In a statement announcing that the machinists union was backing Biden after a vote of members, IAM International President Robert Martinez Jr. urged members to stay united after the primary.

“I encourage our members whose preferred candidate did not receive our endorsement to remain committed to our core principles. In a union as diverse as the IAM, it is OK to have different views with one common cause. We are strongest when we are united,” said Martinez.

Medicare for All has been a point of contention for unions. Nevada’s powerful Culinary Workers Union last month criticized Sanders’s plan to replace private insurance plans. After a backlash from Sanders supporters, the union said it would not endorse a candidate before the caucuses.

“Rank-and-file union members have concerns over Medicare for All. They either have private health care and many use ObamaCare. I think people know there are horror stories about Medicare out there now,” said Anthony Bedell, senior corporate and government relations director at Becker and a Republican.

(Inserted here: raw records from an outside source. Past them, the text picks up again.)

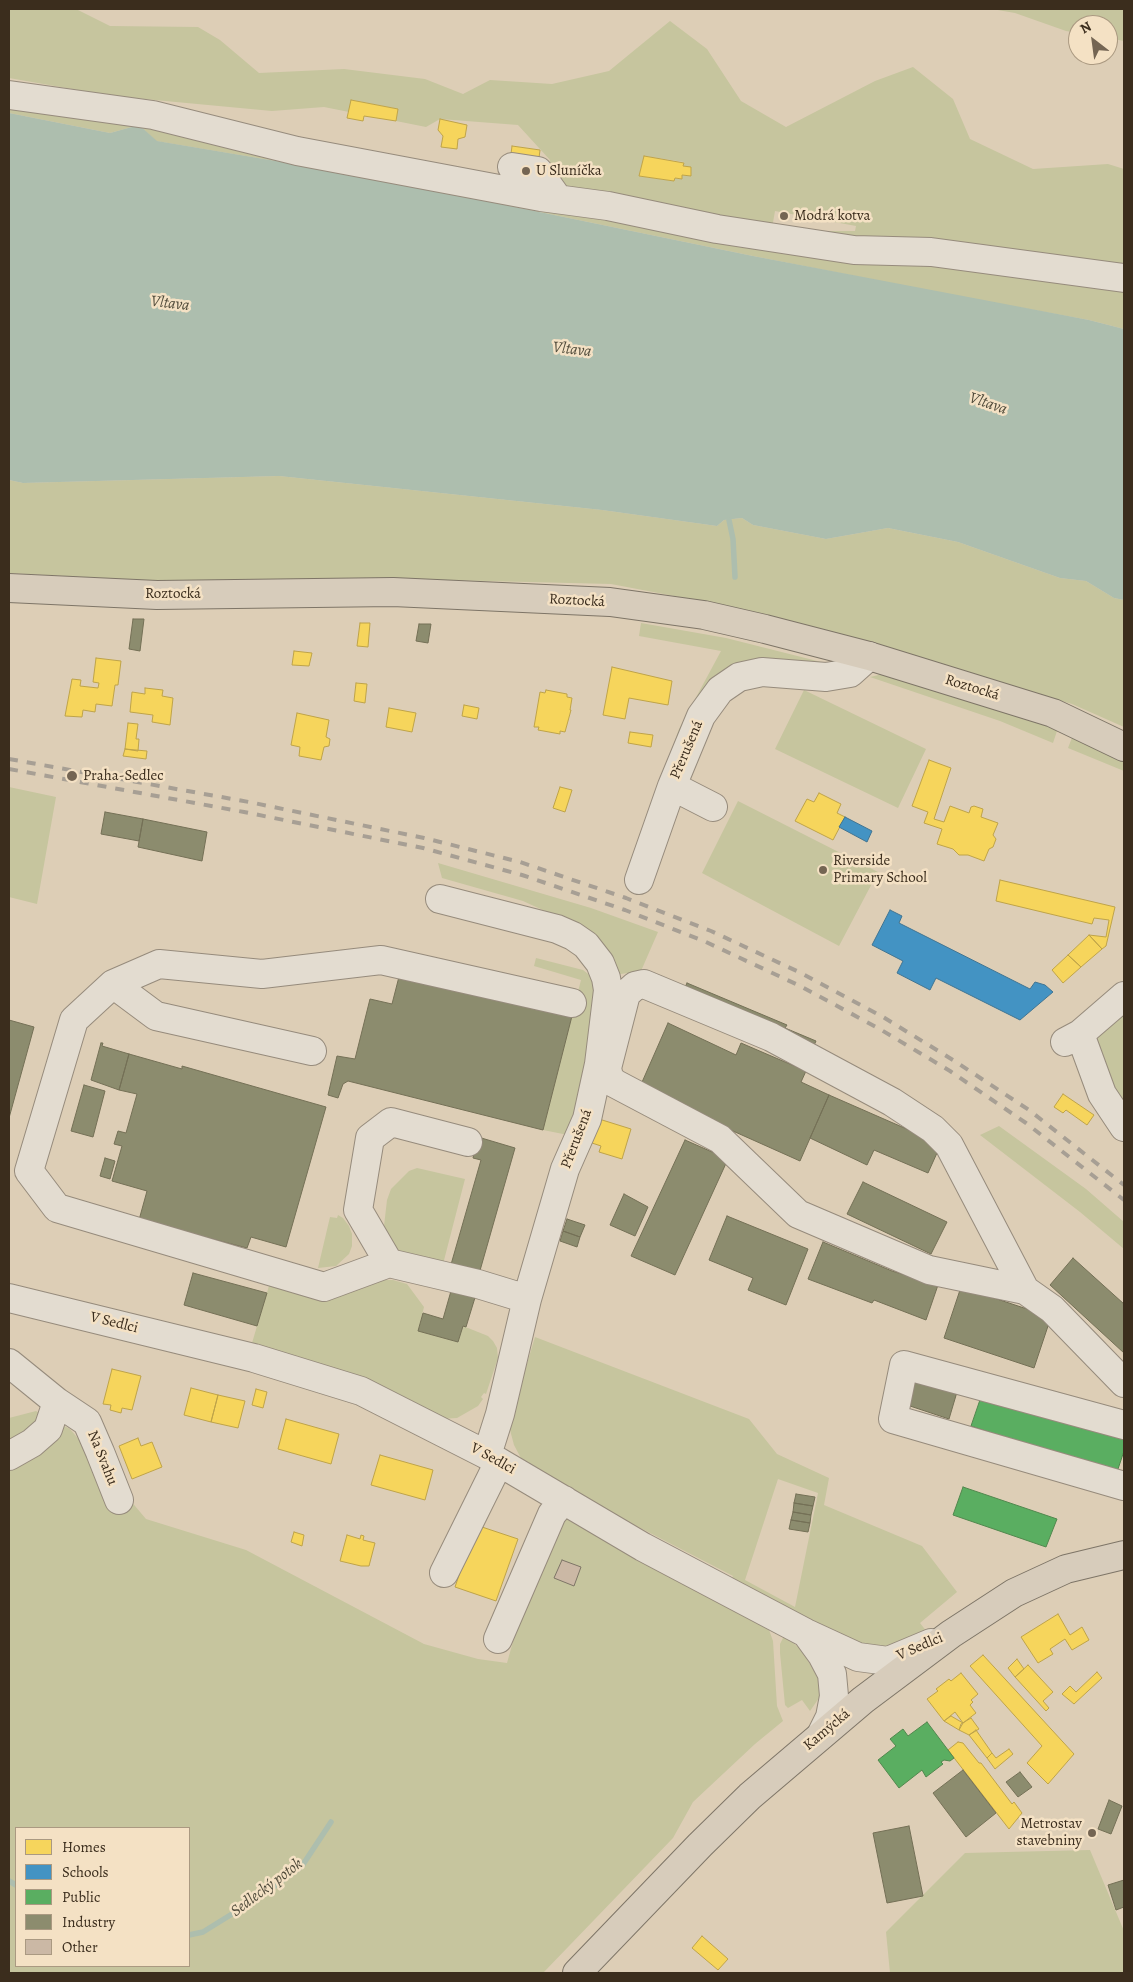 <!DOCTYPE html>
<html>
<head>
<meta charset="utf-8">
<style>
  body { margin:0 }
  #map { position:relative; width:1133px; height:1982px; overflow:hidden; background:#ddceb6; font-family:Alegreya,serif }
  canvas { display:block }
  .frame { position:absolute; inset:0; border:10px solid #3b2d1d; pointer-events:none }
  .legend { position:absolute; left:15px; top:1827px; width:175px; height:140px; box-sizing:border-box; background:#f4e1c4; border:1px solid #aa9981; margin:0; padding:6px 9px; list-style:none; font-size:15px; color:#3b2d1d }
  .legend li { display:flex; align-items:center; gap:10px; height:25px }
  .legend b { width:25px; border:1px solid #aa9981 }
  .north { position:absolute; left:1068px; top:15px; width:50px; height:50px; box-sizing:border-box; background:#f4e1c4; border:1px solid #aa9981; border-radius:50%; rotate:330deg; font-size:14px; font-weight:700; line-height:20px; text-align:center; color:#3b2d1d }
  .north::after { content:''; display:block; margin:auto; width:18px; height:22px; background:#746553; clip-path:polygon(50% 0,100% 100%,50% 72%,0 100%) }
</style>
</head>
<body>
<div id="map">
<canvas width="1133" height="1982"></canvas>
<div class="frame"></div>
<ul class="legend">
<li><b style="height:14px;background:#f6d55c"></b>Homes</li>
<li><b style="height:14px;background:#4393c3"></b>Schools</li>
<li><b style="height:14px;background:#5aae61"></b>Public</li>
<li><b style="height:14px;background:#8c8c6e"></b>Industry</li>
<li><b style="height:14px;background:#cbb8a5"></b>Other</li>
</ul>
<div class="north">N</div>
</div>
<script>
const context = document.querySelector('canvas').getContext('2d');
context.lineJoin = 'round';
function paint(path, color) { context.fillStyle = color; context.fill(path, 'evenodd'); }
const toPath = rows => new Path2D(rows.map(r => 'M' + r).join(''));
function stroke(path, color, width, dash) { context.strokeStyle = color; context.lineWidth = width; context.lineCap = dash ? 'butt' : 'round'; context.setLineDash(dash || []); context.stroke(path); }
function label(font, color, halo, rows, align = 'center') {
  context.font = font + ' Alegreya,serif'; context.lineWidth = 5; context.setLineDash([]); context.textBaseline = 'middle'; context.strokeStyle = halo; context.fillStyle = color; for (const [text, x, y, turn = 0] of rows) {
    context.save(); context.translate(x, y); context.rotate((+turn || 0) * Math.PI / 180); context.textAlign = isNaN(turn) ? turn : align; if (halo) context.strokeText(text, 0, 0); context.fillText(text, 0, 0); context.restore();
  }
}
paint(toPath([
  [9,9,76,9,110,26,198,27,220,40,259,73,344,69,425,79,463,94,490,80,552,84,609,71,670,21,707,49,741,101,786,127,875,81,913,67,953,99,970,139,1033,169,1108,164,1124,169,1124,274,806,231,855,231,856,226,775,211,771,234,569,194,547,174,550,160,518,125,440,119,426,127,396,121,398,109,352,100,349,112,324,107,272,111,112,96,9,78],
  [644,156,684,162,683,166,691,168,690,176,682,175,682,179,675,178,674,181,639,176],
  [992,9,1124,9,1124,41,1108,38,1108,25,1078,25,1078,33,1066,31,1015,13],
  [9,105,146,119,273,151,1124,283,1124,329,1089,320,962,297,753,256,365,176,156,141,139,125,110,133,9,113],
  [279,476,602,510,717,526,724,520,742,518,753,525,826,539,888,528,958,542,1060,578,1086,581,1114,598,1124,600,1124,727,1072,704,779,618,732,607,611,584,362,578,178,582,9,573,9,480,23,483],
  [641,623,726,638,829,664,736,663,728,667,718,678,628,872,679,729,721,651,639,636],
  [887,673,1058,728,1053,743,1000,721,870,677],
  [804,690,926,749,898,808,775,749],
  [1073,735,1124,759,1124,771,1068,748],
  [9,787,56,797,37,904,9,897],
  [738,801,878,872,839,946,702,873],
  [438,863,591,908,658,932,641,971,614,975,550,920,547,912,523,901,442,878],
  [536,958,583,970,600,983,593,1059,568,1135,543,1130,581,980,534,966],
  [1124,1010,1124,1112,1117,1107,1094,1037],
  [999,1126,1086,1189,1124,1222,1124,1249,1080,1212,980,1135],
  [417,1168,465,1179,442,1268,402,1255,387,1235,384,1226,387,1200,391,1189,409,1171],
  [338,1215,343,1218,349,1226,352,1234,352,1246,349,1254,336,1266,318,1268,330,1217,337,1218],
  [271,1279,347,1289,383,1280,393,1280,407,1284,424,1307,418,1331,458,1342,463,1326,488,1336,493,1341,497,1348,498,1358,486,1394,484,1393,481,1397,483,1399,478,1406,457,1418,440,1419,334,1370,252,1343],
  [535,1337,749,1419,777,1454,829,1478,824,1505,922,1546,957,1592,920,1623,927,1632,915,1642,871,1651,731,1580,733,1576,542,1477,524,1464,514,1445,510,1430,513,1410],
  [778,1479,818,1493,795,1607,745,1580],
  [36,1411,70,1429,146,1519,246,1550,424,1644,478,1659,507,1663,532,1574,565,1516,768,1627,773,1641,777,1706,783,1721,755,1744,693,1802,673,1838,543,1973,9,1973,9,1418],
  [16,1828,189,1828,189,1966,16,1966],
  [783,1638,788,1638,803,1652,819,1680,819,1698,810,1711,802,1700,788,1708,785,1705,780,1653,780,1644],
  [1090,1850,1124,1931,1124,1973,890,1973,886,1932,965,1853]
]), '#c6c59e');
paint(toPath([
  [9,113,110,133,139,125,157,141,365,176,753,256,1089,320,1124,329,1124,600,1114,598,1086,581,1060,578,958,542,888,528,826,539,753,525,742,518,724,520,717,526,602,510,279,476,23,483,9,480]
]), '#adbeae');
const homes = toPath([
  [351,100,398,109,396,121,364,116,363,121,347,118,351,100],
  [440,119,467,125,465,137,458,139,457,149,441,147,443,136,438,130,440,119],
  [512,146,540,150,538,166,510,162,512,146],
  [644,156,684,163,683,166,691,167,691,176,682,175,682,179,675,178,674,181,639,176,644,156],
  [360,623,370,623,368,647,357,646,360,623],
  [294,651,312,653,309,666,292,665,294,651],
  [96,658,121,661,118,685,115,685,112,706,96,704,95,712,83,710,82,717,65,716,72,679,81,680,80,686,98,688,99,683,93,682,96,658],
  [612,667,672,681,668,705,629,698,625,719,603,715,612,667],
  [356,683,367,684,365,703,354,701,356,683],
  [145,688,163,690,162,696,173,698,170,725,152,722,153,715,130,712,132,692,145,694,145,688],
  [546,690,567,694,567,697,572,698,570,710,571,710,565,732,560,731,560,734,538,730,539,727,534,727,540,692,545,693,546,690],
  [464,705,479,708,477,719,462,716,464,705],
  [389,708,416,713,412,732,386,727,389,708],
  [297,713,329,720,326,737,330,739,329,746,324,747,321,760,299,756,300,747,291,745,297,713],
  [128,723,138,724,136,739,139,739,138,751,125,749,128,723],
  [630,732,653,735,651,747,628,743,630,732],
  [125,749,147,751,146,759,123,756,125,749],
  [929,760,951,768,934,819,944,822,950,806,969,813,971,807,974,806,983,809,981,817,998,823,993,835,996,839,993,847,989,849,984,861,968,855,959,855,953,849,937,844,942,829,924,823,928,812,912,806,929,760],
  [560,787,572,790,565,812,553,808,560,787],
  [819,793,841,804,837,813,845,817,833,840,795,821,807,799,814,802,819,793],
  [1000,880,1115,907,1106,946,1102,949,1089,935,1106,937,1109,920,1094,918,1092,924,996,901,1000,880],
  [1089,935,1102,949,1081,967,1068,955,1089,935],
  [1068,955,1081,967,1063,983,1052,970,1068,955],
  [1063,1094,1094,1115,1087,1125,1066,1110,1063,1113,1054,1107,1063,1094],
  [599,1119,631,1129,622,1159,599,1152,601,1146,592,1143,599,1119],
  [112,1369,141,1376,132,1410,122,1408,121,1413,110,1410,111,1405,103,1404,112,1369],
  [191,1388,218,1395,211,1422,184,1415,191,1388],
  [256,1389,267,1392,263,1408,252,1405,256,1389],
  [218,1395,245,1401,238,1428,211,1422,218,1395],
  [286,1419,339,1434,331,1464,278,1449,286,1419],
  [138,1438,141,1446,152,1442,162,1467,132,1479,119,1446,138,1438],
  [380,1455,433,1470,425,1500,371,1485,380,1455],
  [476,1525,518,1539,496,1601,455,1587,476,1525],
  [294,1532,304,1535,302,1546,291,1542,294,1532],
  [347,1535,360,1539,361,1535,364,1536,363,1540,375,1543,369,1566,361,1566,340,1561,347,1535],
  [1058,1614,1070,1635,1082,1627,1089,1640,1072,1650,1065,1639,1050,1649,1053,1654,1038,1663,1021,1637,1058,1614],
  [983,1655,1074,1754,1048,1784,1027,1763,1042,1746,970,1666,983,1655],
  [1017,1659,1024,1669,1015,1677,1008,1668,1017,1659],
  [1028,1665,1053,1692,1043,1701,1049,1708,1046,1711,1015,1677,1028,1665],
  [1097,1672,1102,1678,1074,1704,1062,1694,1070,1686,1076,1692,1097,1672],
  [961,1673,978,1694,971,1700,973,1702,970,1705,976,1713,963,1723,955,1712,944,1721,927,1699,938,1691,936,1689,949,1679,951,1681,961,1673],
  [951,1716,963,1723,959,1730,944,1721,951,1716],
  [971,1718,979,1729,969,1735,959,1730,961,1724,971,1718],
  [976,1730,992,1753,987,1758,969,1735,976,1730],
  [958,1742,963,1743,979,1763,981,1763,1012,1804,1014,1802,1022,1813,1009,1829,948,1750,958,1742],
  [1009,1749,1013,1754,995,1769,987,1758,992,1753,996,1758,1009,1749],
  [702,1936,728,1959,718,1970,692,1948,702,1936]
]);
paint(homes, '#f6d55c');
stroke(homes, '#bea349', 1);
const schools = toPath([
  [845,817,872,831,867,842,839,827,845,817],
  [890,910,902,916,899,923,1030,989,1035,982,1045,985,1053,992,1020,1020,936,978,930,990,897,973,903,961,872,945,890,910]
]);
paint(schools, '#4393c3');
stroke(schools, '#417491', 1);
const public = toPath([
  [983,1391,1124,1439,1124,1451,1116,1475,971,1426,983,1391],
  [963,1487,1057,1519,1046,1547,953,1515,963,1487],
  [927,1722,954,1758,950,1761,944,1760,941,1762,943,1764,926,1777,922,1770,899,1788,878,1760,896,1746,890,1739,903,1729,908,1736,927,1722]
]);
paint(public, '#5aae61');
stroke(public, '#51874d', 1);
const industry = toPath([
  [133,619,144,619,140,651,129,649,133,619],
  [419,624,431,624,428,643,416,641,419,624],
  [105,812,143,819,139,841,101,834,105,812],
  [143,819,207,832,202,861,138,847,143,819],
  [401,969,573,1012,543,1130,348,1081,343,1084,338,1098,328,1095,337,1056,355,1059,370,999,392,1004,401,969],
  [687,983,787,1025,785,1028,816,1041,811,1052,681,997,687,983],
  [9,1020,34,1027,9,1118,9,1020],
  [668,1023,736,1055,741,1043,806,1071,801,1082,829,1095,800,1161,639,1089,668,1023],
  [101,1043,103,1043,102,1046,129,1054,119,1090,91,1080,101,1043],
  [129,1054,182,1069,182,1066,326,1107,286,1247,251,1237,247,1248,139,1220,147,1191,112,1181,122,1146,114,1144,118,1131,126,1133,137,1094,119,1090,129,1054],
  [84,1085,105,1091,93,1137,71,1131,84,1085],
  [829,1095,941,1144,928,1173,874,1150,867,1165,810,1138,829,1095],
  [478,1137,515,1148,479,1274,450,1268,481,1160,473,1158,478,1137],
  [685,1140,728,1159,675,1275,631,1256,685,1140],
  [105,1158,115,1161,110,1179,100,1176,105,1158],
  [863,1182,947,1222,931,1254,847,1214,863,1182],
  [624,1194,648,1207,635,1236,610,1225,624,1194],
  [727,1216,808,1249,786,1305,748,1290,753,1278,709,1260,727,1216],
  [567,1219,585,1225,580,1237,563,1231,567,1219],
  [563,1231,580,1237,577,1247,560,1241,563,1231],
  [823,1242,892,1271,938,1285,926,1320,874,1300,872,1303,808,1279,823,1242],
  [1073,1258,1124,1304,1124,1353,1050,1285,1073,1258],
  [193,1273,267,1293,257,1326,184,1305,193,1273],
  [453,1284,477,1291,466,1327,463,1326,458,1342,418,1331,423,1313,443,1319,453,1284],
  [961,1287,1051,1317,1034,1368,944,1338,961,1287],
  [916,1378,957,1392,949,1419,907,1405,916,1378],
  [796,1494,815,1497,813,1506,794,1503,796,1494],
  [794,1503,813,1506,811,1515,793,1512,794,1503],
  [793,1512,811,1515,810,1523,791,1520,793,1512],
  [791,1520,810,1523,808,1532,789,1529,791,1520],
  [963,1770,996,1813,966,1837,933,1793,963,1770],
  [1020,1772,1032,1787,1018,1797,1006,1782,1020,1772],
  [1109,1800,1122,1806,1111,1834,1098,1829,1109,1800],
  [909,1826,923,1896,887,1903,873,1833,909,1826],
  [1124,1880,1124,1907,1116,1910,1108,1885,1124,1880]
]);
paint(industry, '#8c8c6e');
stroke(industry, '#747056', 1);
stroke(toPath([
  [729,520,733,539,735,577],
  [9,1881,16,1885],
  [189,1935,203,1932,261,1896,302,1866,331,1822]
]), '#adbeae', 5.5);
const building = toPath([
  [562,1560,581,1567,574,1586,554,1578,562,1560]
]);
paint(building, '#cbb8a5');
stroke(building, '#7e7567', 1);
const minor = toPath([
  [9,95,153,115,297,151,541,197,608,206,717,229,854,250,931,252,1124,278],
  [512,167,538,171,558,199],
  [672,786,713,807],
  [639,880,672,786,701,716,720,690,739,677,762,672,826,677,850,673,869,656],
  [440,899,557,929,573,936,586,945,600,963,606,978,608,990,599,1064,587,1119,565,1169,527,1299,500,1414,487,1455],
  [113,984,156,1016,312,1051],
  [1080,1034,1102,1094,1124,1127],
  [1065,1042,1080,1034,1124,996],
  [389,1263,358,1210,370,1138,391,1122,468,1142],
  [1025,1290,949,1145,933,1129,892,1102,771,1037,644,984,635,986,626,994,607,1068,609,1077,614,1083,720,1139,798,1214,929,1270,1025,1290,1052,1309,1124,1383],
  [9,1298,254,1358,361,1391,487,1455,643,1547,806,1633,858,1657,888,1661,931,1643],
  [527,1299,478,1284,389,1263,324,1287,57,1208,29,1171,74,1020,113,984,159,964,262,974,381,960,572,1003],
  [9,1363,57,1402,87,1422,100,1452,119,1500],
  [1124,1425,904,1365,893,1419,1124,1486],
  [9,1456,32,1443,48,1429,57,1402],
  [444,1573,499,1462],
  [806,1633,822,1655,832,1674,834,1696,830,1717,821,1735],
  [498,1639,552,1514,564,1500]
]);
const major = toPath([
  [9,588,157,595,393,592,610,602,704,615,765,629,869,656,1053,713,1124,747],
  [577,1973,700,1845,750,1796,863,1700,951,1634,1014,1593,1066,1569,1124,1555]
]);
stroke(minor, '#968b7c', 30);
stroke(major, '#7e7567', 30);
stroke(minor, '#e3dcd0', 28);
stroke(major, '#d7ccbb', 28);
stroke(toPath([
  [9,759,249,802,424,838,520,862,626,898,711,931,801,973,883,1017,953,1060,1029,1110,1124,1185],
  [9,769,244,812,423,848,522,875,625,910,706,942,798,985,878,1028,950,1071,1026,1123,1124,1200]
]), '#a79f94', 4, [9, 9]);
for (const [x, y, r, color] of [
  [526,171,5,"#746553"],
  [784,216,5,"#746553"],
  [72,776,6,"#746553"],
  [823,870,5,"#746553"],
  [1092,1833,5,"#746553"]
]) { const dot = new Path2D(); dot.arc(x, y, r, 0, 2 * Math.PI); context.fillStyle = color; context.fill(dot); stroke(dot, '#f4e1c4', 2); }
label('15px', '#3b2d1d', '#f4e1c4', [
  ["U Sluníčka",536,171],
  ["Modrá kotva",794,216],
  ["Praha-Sedlec",83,776],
  ["Riverside",833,861],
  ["Primary School",833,878],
  ["Metrostav",1082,1824,"right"],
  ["stavebniny",1082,1841,"right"]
], 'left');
label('15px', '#3b2d1d', '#f4e1c4', [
  ["Roztocká",173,594],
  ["Roztocká",577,601,3],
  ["Roztocká",972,688,17],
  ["Přerušená",687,750,-67],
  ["Přerušená",577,1139,-69],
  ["V Sedlci",114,1323,14],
  ["Na Svahu",102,1458,68],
  ["V Sedlci",493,1459,29],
  ["V Sedlci",920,1647,-23],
  ["Kamýcká",827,1730,-40]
]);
label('italic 16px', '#4e4939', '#f4e1c4', [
  ["Vltava",170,304,7],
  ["Vltava",572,350,7],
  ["Vltava",988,404,19],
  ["Sedlecký potok",267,1888,-37]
]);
</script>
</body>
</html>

Biden also has a tough sell with some labor leaders, who express disappoint that the Obama administration did not do enough to enact pro-union policies.

Critics note that under the Obama administration Democrats failed to pass or enact sweeping labor rights reforms, in particular card-check, a process that would make it easier to organize workers.

Biden and Sanders both have endorsed the Protecting the Right to Organize Act (PRO Act), a major labor-reform bill passed by House Democrats in February. The bill, which is dead in the Republican Senate, would make it easier for workers to certify unions, change how employers classify workers and prevent workers from being denied rights because of immigration status, among other measures. The bill would also put into place card check, which is backed by Sanders. Biden’s website also touts his support for the measure.

Sanders has also detailed his own labor proposals, which aim to double union membership, in addition to incorporating many of the PRO Act’s provisions.

Regardless of the eventual nominee, labor groups expect to play a central role as Democrats fight to retake the White House in November.

The SEIU recently announced its biggest election program in the union’s history, saying it will spend $150 million in 2020 up and down the ballot. The union spent about $79 million in 2016, when it backed eventual Democratic nominee Hillary Clinton early, but has not endorsed yet this cycle. The group said endorsements are decided by a vote of the board, which is elected by rank-and-file members.

Democrats will need labor groups to spend big to help counter the massive funds Trump and the Republican National Committee are bringing in.

There are high stakes for both sides. Biden will need to win back blue-collar voters who aided Trump’s victory in 2016. Unions, meanwhile, have painted the 2020 election as crucial, coming at a time when union rolls are falling and groups are worried about the administration’s pro-business, deregulatory agenda.

Trump though has made it clear he is also intent on keeping those voters in his column, especially in battleground states. When Biden launched his campaign, he did it in front of union workers, touting his support for labor. In May, after the IAFF endorsed Biden, Trump criticized the group’s leaders in a series of tweets and retweeted support from rank-and-file members.

“In 2016, Trump was sending the right message to some of the rank and file union members and they liked it,” said Moses Mercado, a principal at Ogilvy and a Democrat. Mercado downplayed the importance of union endorsements for rank-and-file voters.

“Union leadership endorsements are like when your boss says you need to do this and that. You do what you need to do for your own family and interests,” he said.

But union leaders who are backing Biden say they will be coming out in force for their candidate.

“We’re mobilizing members throughout the country, we’re attending his rallies. We’ve maxed out. We’re going to have boots on the ground,” said ATU’s Costa.